PRESBYTERIANS AND BAPTISTS.

NO ONE of the six Churches now at work in the Philippines showed greater foresight than the Presbyterian. In the promptness and wisdom of its action it set an example to all the Boards. Rev. James B. Rodgers was transferred from their work in Brazil after years of successful experience, and was enabled to enter upon his work with the Spanish language at his command, and with a thorough familiarity with the difficulties and weaknesses of work in Catholic countries. He arrived in Manila, April 21, 1899, with Mrs. Rodgers and their family. It is interesting to note the coincidence of his arrival with the first anniversary of the declaration of war against Spain.
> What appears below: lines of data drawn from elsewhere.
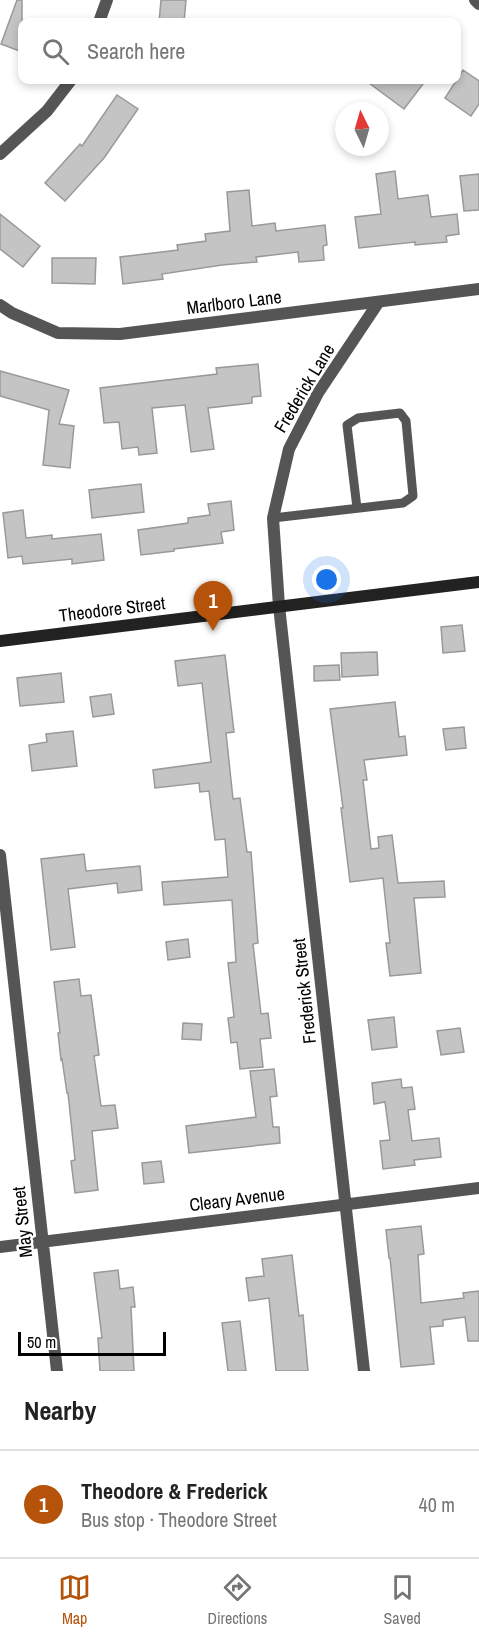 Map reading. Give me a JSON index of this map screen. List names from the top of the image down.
{
  "streets": {
    "main road": ["Theodore Street"],
    "street": [
      "Marlboro Lane",
      "Frederick Lane",
      "Frederick Street",
      "Cleary Avenue",
      "May Street"
    ]
  },
  "crossings": [
    ["Marlboro Lane", "Frederick Lane"],
    ["Frederick Lane", "Theodore Street"],
    ["Frederick Lane", "Frederick Street"],
    ["Theodore Street", "Frederick Street"],
    ["Frederick Street", "Cleary Avenue"],
    ["Cleary Avenue", "May Street"]
  ],
  "scale_bar": "50 m",
  "north": "top",
  "page": {
    "search": "Search here",
    "pins": "1",
    "scale": "50 m",
    "heading": "Nearby",
    "list": [
      {
        "mark": "1",
        "name": "Theodore & Frederick",
        "note": "Bus stop · Theodore Street",
        "value": "40 m"
      }
    ],
    "nav": ["Map", "Directions", "Saved"]
  }
} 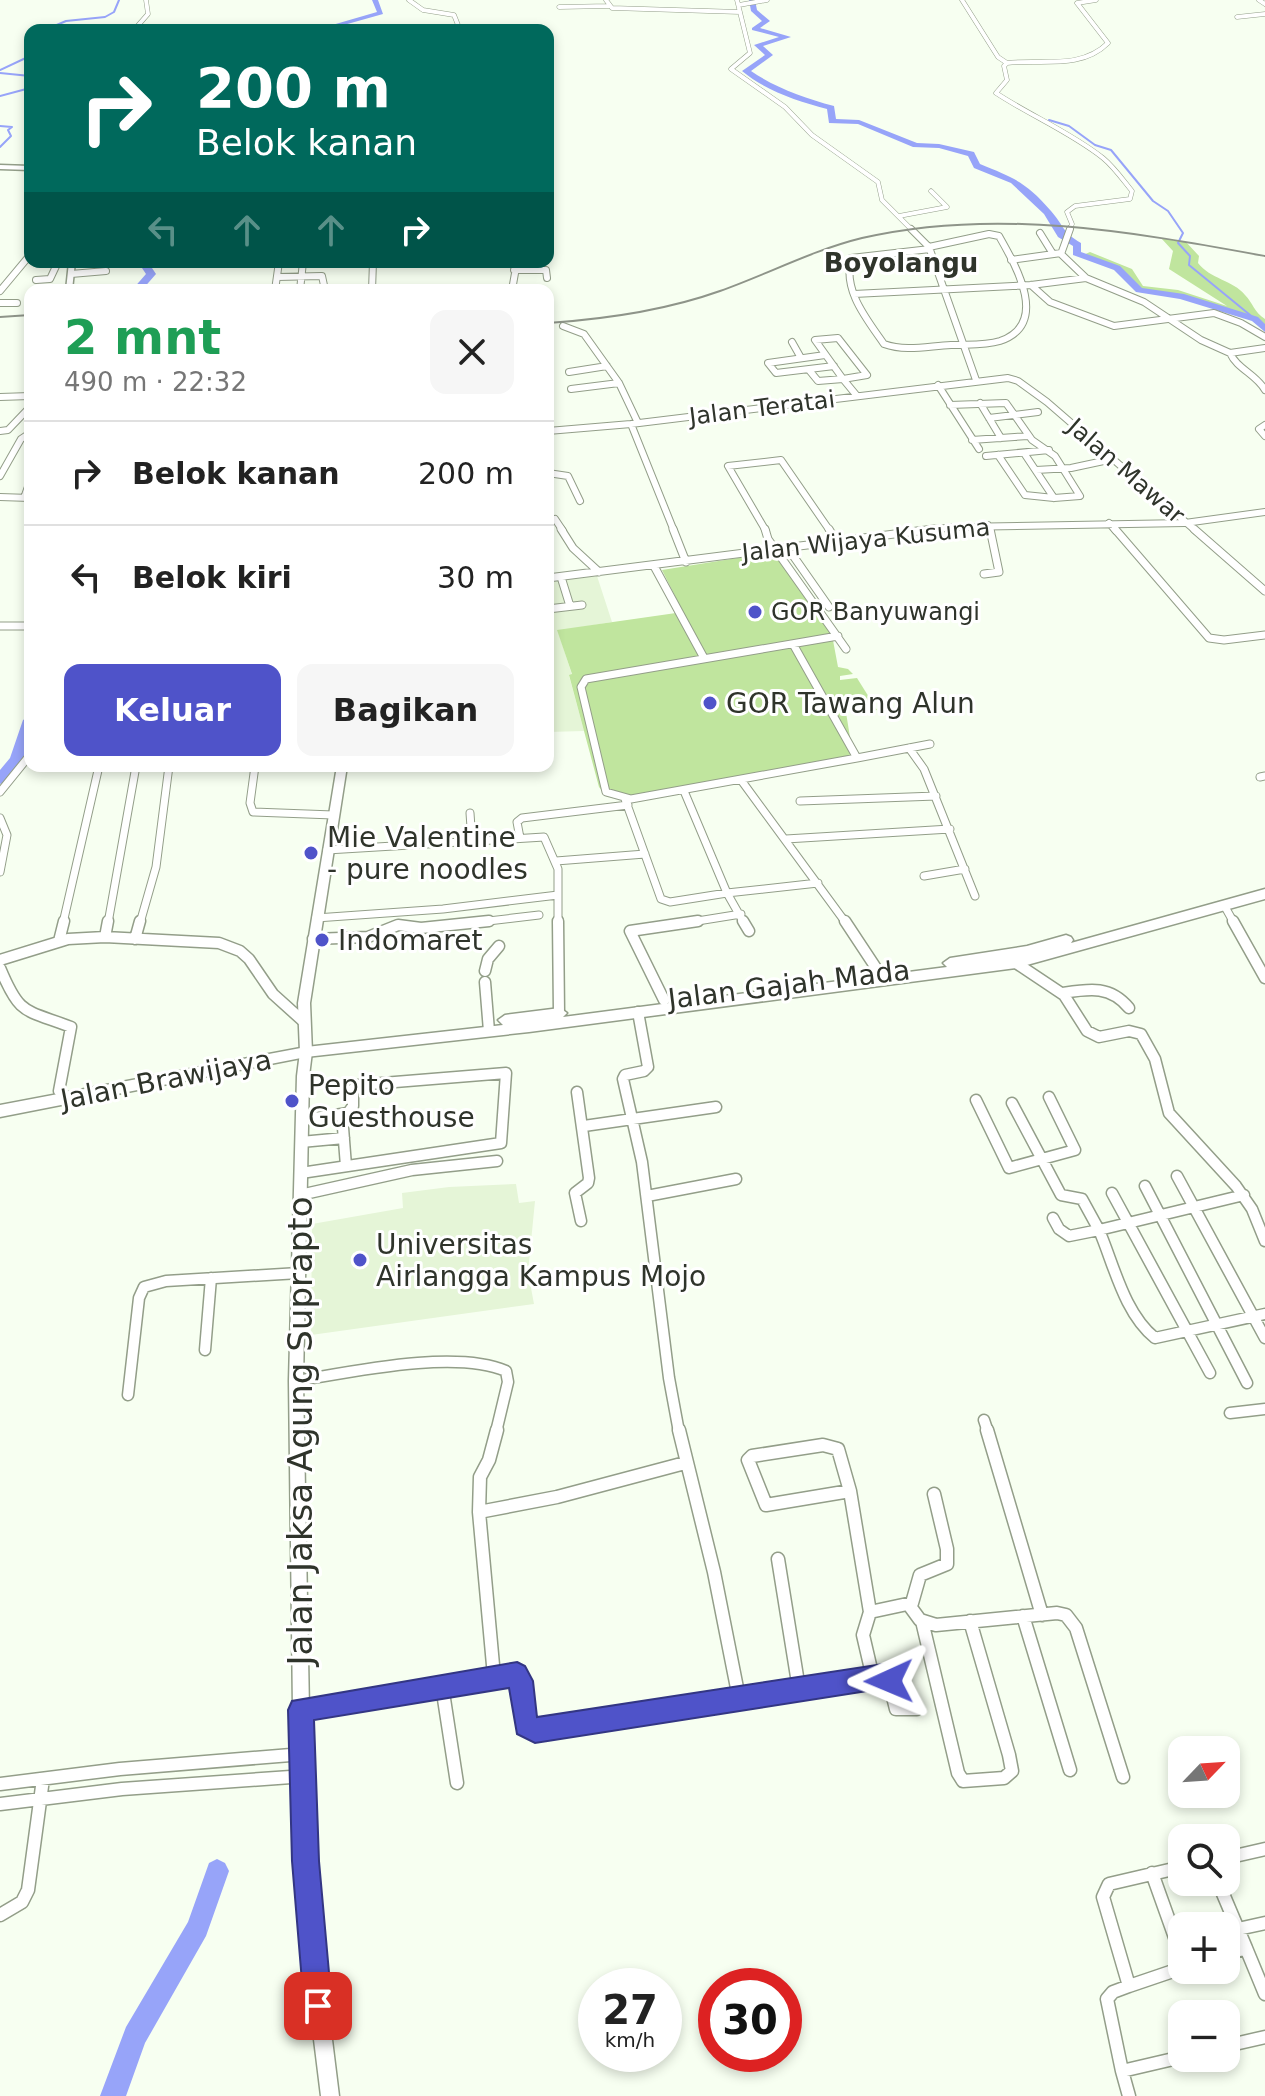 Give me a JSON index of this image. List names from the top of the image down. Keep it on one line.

While Bishop Thoburn, of the Methodist Episcopal Church, was the first regularly-authorized appointee of a Missionary Society to visit the Islands and open work, the unique honor of being the first regularly-appointed, permanent missionary belongs to Mr. Rodgers. Within one month these workers were Joined by Rev. David S. Hibbard and wife. At the end of their first year they reported one Church organized, and services held semi-weekly in four places in Manila, with English-speaking services among soldiers and such others as cared to attend.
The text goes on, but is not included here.